In her talk, Mel made the point early on that agencies are almost all about culture (“their operating system a set of programs designed to encourage creativity and responsive behaviour, not codify inflexible structures and processes”), so the choice open to us is about what kind of culture we want to create or be a part of. Increasingly sophisticated social and algorithmic curation will force all marketing content to the point where it needs to become exponentially better, more useful or more entertaining. And the best marketing becomes indistinguishable from the product or service it is promoting (something she termed “Marketing Singularity”). This being the case, perhaps our aspiration should be to create marketing products and services that are so good, that people are prepared to pay for them – marketing as a profit centre. This kind of aspiration requires an operating system that is networked, able to deliver at scale through small, nimble teams with hybrid skills (I loved the Nigel Bogle phrase she used about how “big is a collection of smalls“), characterised by reductive thinking everywhere, focused on designing experiences (and not just virtual ones), and built around people rather than just technology (“Renaissance (wo)men”). I’ve embedded her slides below, but please do check out her own narrative around her excellent talk over on the BBHLabs blog.

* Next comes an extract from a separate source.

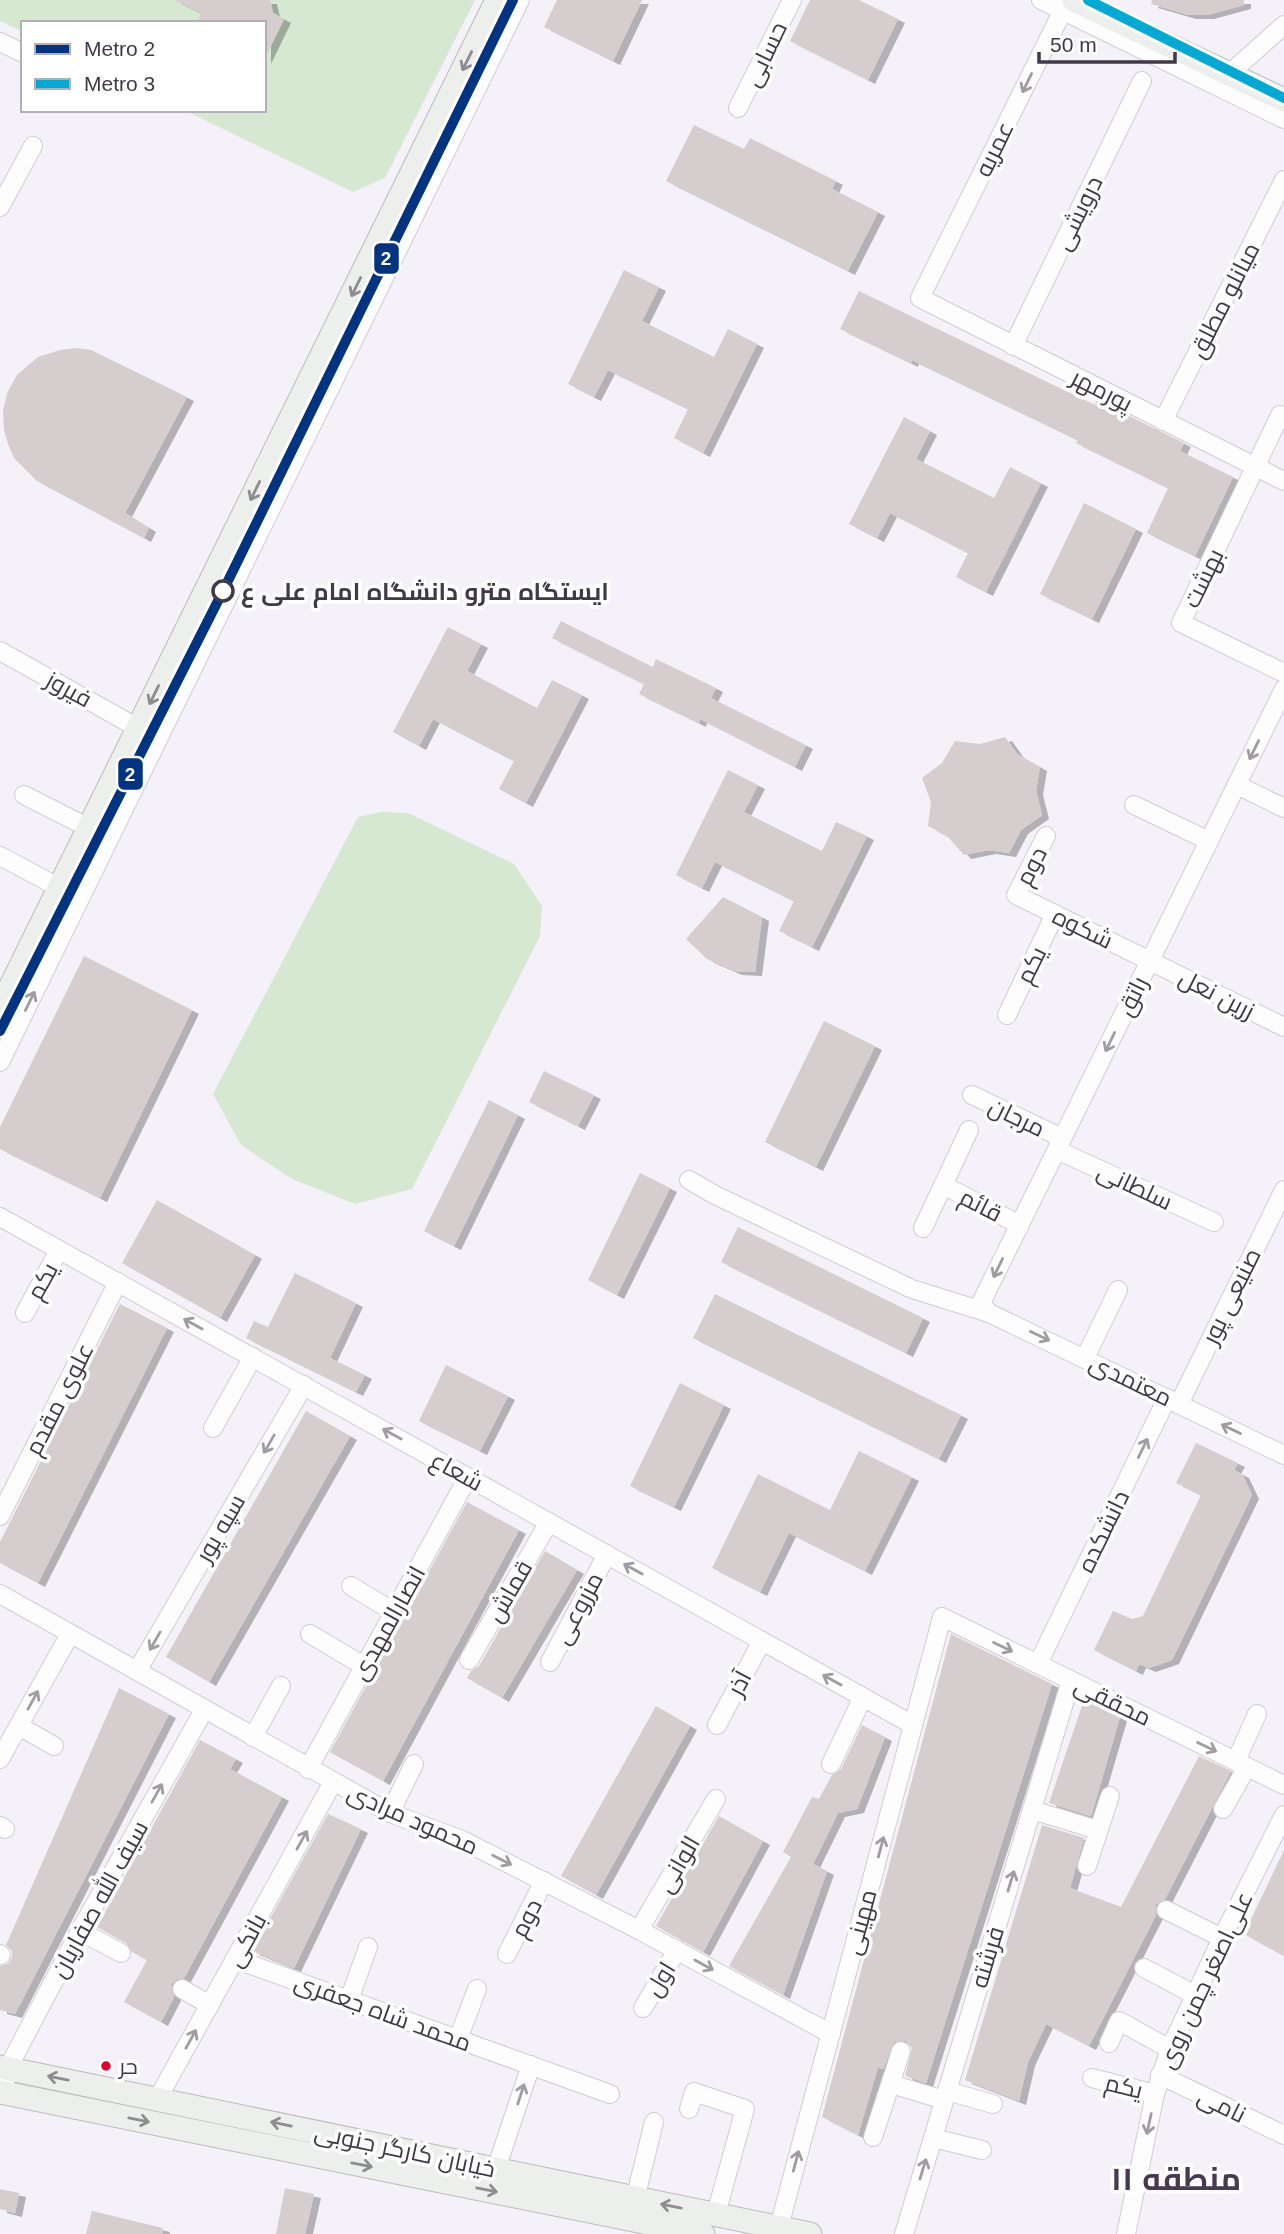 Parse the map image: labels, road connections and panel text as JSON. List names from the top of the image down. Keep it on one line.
{"streets":{"main road":["خیابان کارگر جنوبی"],"street":["حسابی","عمریه","درویشی","میانلو مطلق","پورمهر","بهشت","فیروز","دوم","شکوه","یکم","زرین نعل","راتق","مرجان","سلطانی","قائم","صنیعی پور","معتمدی","علوی مقدم","شعاع","سپه پور","دانشکده","قماش","مزروعی","انصارالمهدی","آذر","محققی","محمود مرادی","الوانی","سیف الله صفاریان","مهینی","بانکی","فرشته","اول","علی‌اصغر چمن روی","محمد شاه جعفری","نامی"]},"crossings":[["عمریه","پورمهر"],["درویشی","پورمهر"],["میانلو مطلق","پورمهر"],["پورمهر","بهشت"],["دوم","شکوه"],["دوم","محمود مرادی"],["شکوه","یکم"],["شکوه","زرین نعل"],["شکوه","راتق"],["یکم","شعاع"],["یکم","علی‌اصغر چمن روی"],["زرین نعل","راتق"],["راتق","مرجان"],["راتق","سلطانی"],["راتق","قائم"],["راتق","معتمدی"],["مرجان","سلطانی"],["صنیعی پور","معتمدی"],["صنیعی پور","دانشکده"],["معتمدی","دانشکده"],["علوی مقدم","شعاع"],["شعاع","سپه پور"],["شعاع","قماش"],["شعاع","مزروعی"],["شعاع","انصارالمهدی"],["شعاع","آذر"],["شعاع","مهینی"],["سپه پور","محمود مرادی"],["دانشکده","محققی"],["انصارالمهدی","محمود مرادی"],["محققی","مهینی"],["محققی","فرشته"],["محمود مرادی","الوانی"],["محمود مرادی","سیف الله صفاریان"],["محمود مرادی","مهینی"],["محمود مرادی","بانکی"],["محمود مرادی","اول"],["سیف الله صفاریان","خیابان کارگر جنوبی"],["مهینی","خیابان کارگر جنوبی"],["بانکی","محمد شاه جعفری"],["بانکی","خیابان کارگر جنوبی"],["علی‌اصغر چمن روی","نامی"]],"one_way":["عمریه","راتق","شعاع","دانشکده","محققی","محمود مرادی","بانکی","فرشته"],"districts":["منطقه ۱۱"],"places":["ایستگاه مترو دانشگاه امام علی ع","حر"],"lines":["metro line 2","metro line 3"],"legend":["Metro 2","Metro 3"],"scale_bar":"50 m"}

In his talk, Martin pointed out how clients don’t always value the same things as agencies do, and how outcomes have become divorced from outputs. Agencies have two masters (the client and the consumer) but only get paid by one, so perhaps an answer to agencies’ short-term addiction to client cash is the opportunity to exploit existing ideas, engage new partners, and the idea of consumers as an additional revenue stream. A more flexible approach to serve both masters.

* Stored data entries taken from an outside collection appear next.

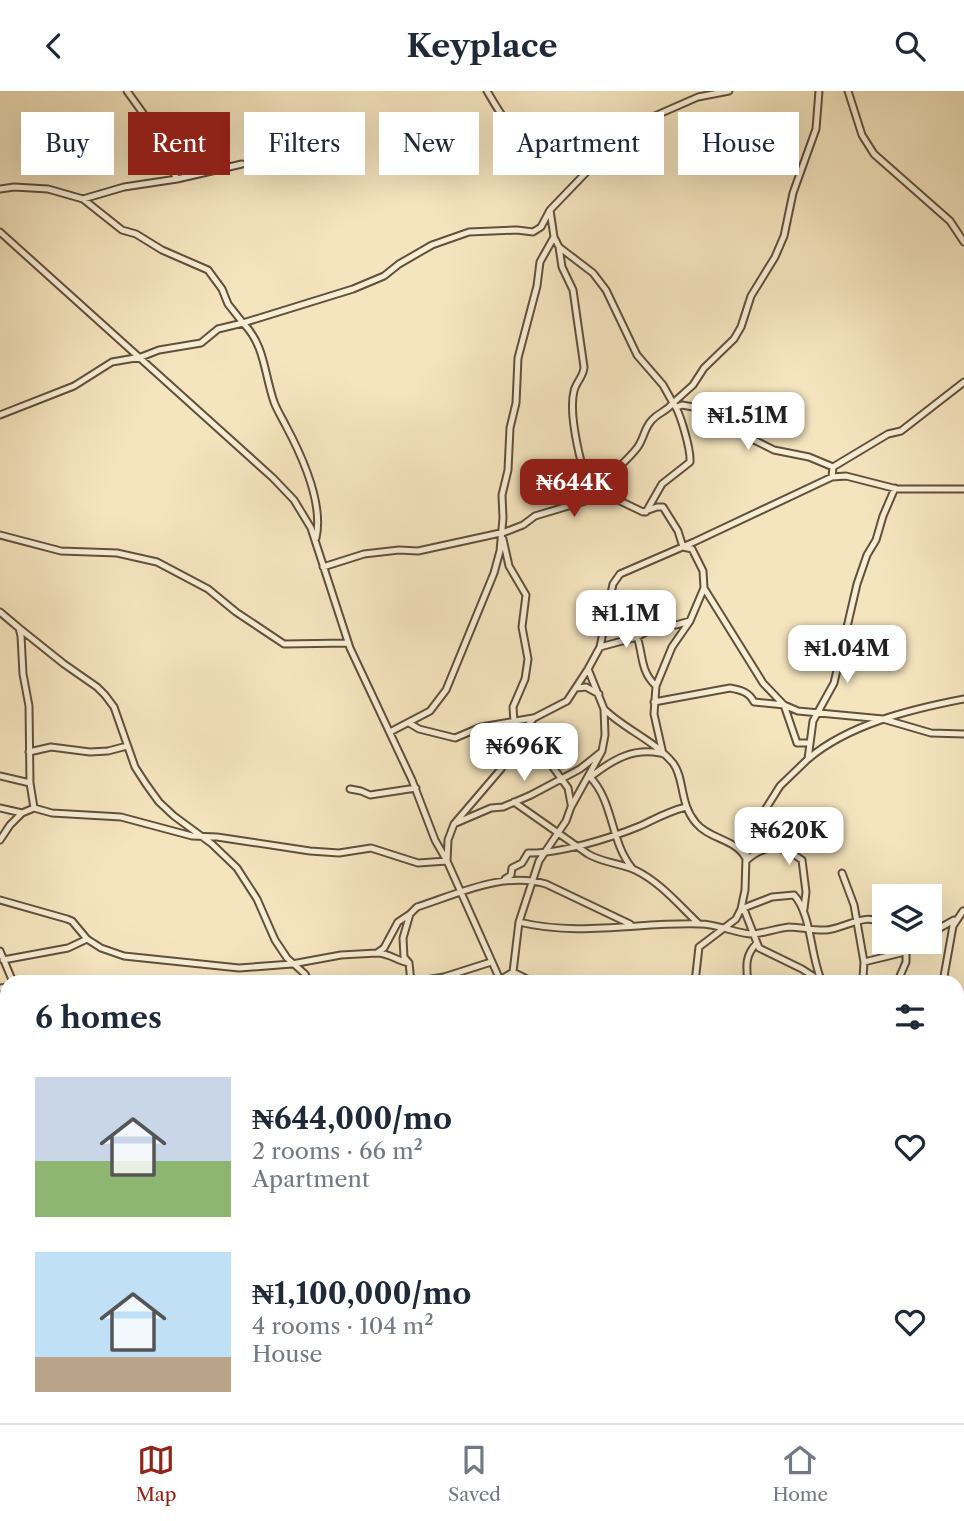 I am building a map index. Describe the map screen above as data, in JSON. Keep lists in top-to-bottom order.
{
  "page": {
    "header": "Keyplace",
    "chip": [
      "Buy",
      "Rent",
      "Filters",
      "New",
      "Apartment",
      "House"
    ],
    "price": [
      "₦1.51M",
      "₦644K",
      "₦1.1M",
      "₦1.04M",
      "₦696K",
      "₦620K"
    ],
    "heading": "6 homes",
    "list": [
      {
        "name": "₦644,000/mo",
        "note": "2 rooms · 66 m² · Apartment"
      },
      {
        "name": "₦1,100,000/mo",
        "note": "4 rooms · 104 m² · House"
      }
    ],
    "tabs": ["Map", "Saved", "Home"]
  }
}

James expounded Simon Waldman’s thinking on Creative Disruption and what he calls the “incumbents dilemma” – how to really understand (and more importantly know when to react to) the trajectories of change around us (and as an example of this he talked about how an audit of his agency’s revenues had revealed 64 different streams, 42 of which didn’t exist 3 years ago). So themes such as the need to transform the core functions (“we are being asked by clients new questions that we’ve never been asked before…questions that clients themselves haven’t had to ask either”), looking for the ‘big adjacencies’, and innovating at the edges (I’ve talked a fair bit about this concept myself).

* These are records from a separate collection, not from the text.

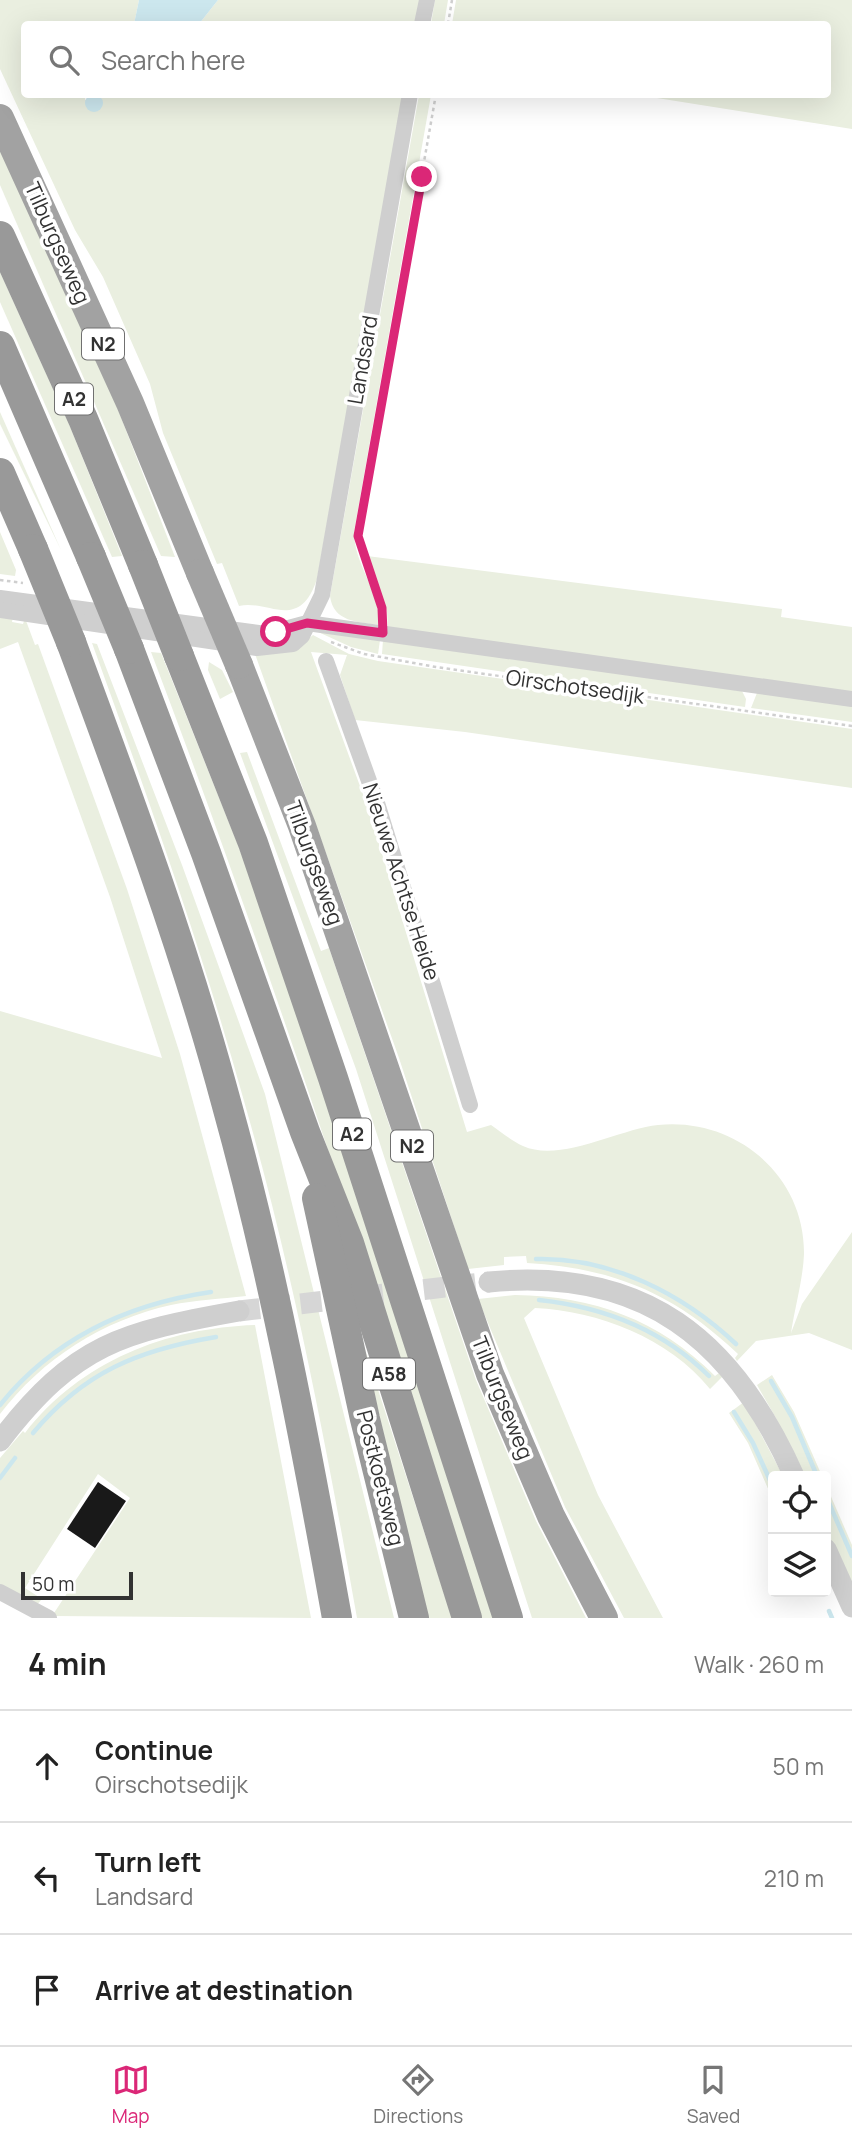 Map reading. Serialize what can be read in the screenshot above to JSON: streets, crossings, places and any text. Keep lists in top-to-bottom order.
{
  "streets": {
    "highway": [
      "Tilburgseweg",
      "N2",
      "A2",
      "A58",
      "Postkoetsweg"
    ],
    "street": ["Landsard", "Oirschotsedijk", "Nieuwe Achtse Heide"]
  },
  "crossings": [
    ["Landsard", "Oirschotsedijk"],
    ["A2", "A58"],
    ["A2", "Postkoetsweg"],
    ["A58", "Postkoetsweg"]
  ],
  "scale_bar": "50 m",
  "page": {
    "search": "Search here",
    "scale": "50 m",
    "heading": ["4 min", "Walk · 260 m"],
    "list": [
      ["Continue", "Oirschotsedijk", "50 m"],
      ["Turn left", "Landsard", "210 m"],
      "Arrive at destination"
    ],
    "nav": ["Map", "Directions", "Saved"]
  }
}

Naturally enough, discussion focused on a broad range of challenges: what and how agencies charge for stuff (and how easy it is for undercharging to become the default with the new or the uncertain, simply because we want to encourage change); applying expertise in new ways; the challenges of being truly entrepreneurial; using new capabilities in ‘forward ventures’; issues around IP; retaining entrepreneurial talent (if they have a great idea, why would they not just go and do it themselves?); risking our own money (agency venture funds); exploring new partnerships (VCs, Universities); and a deeper fusing within the fabric of client companies (data and people).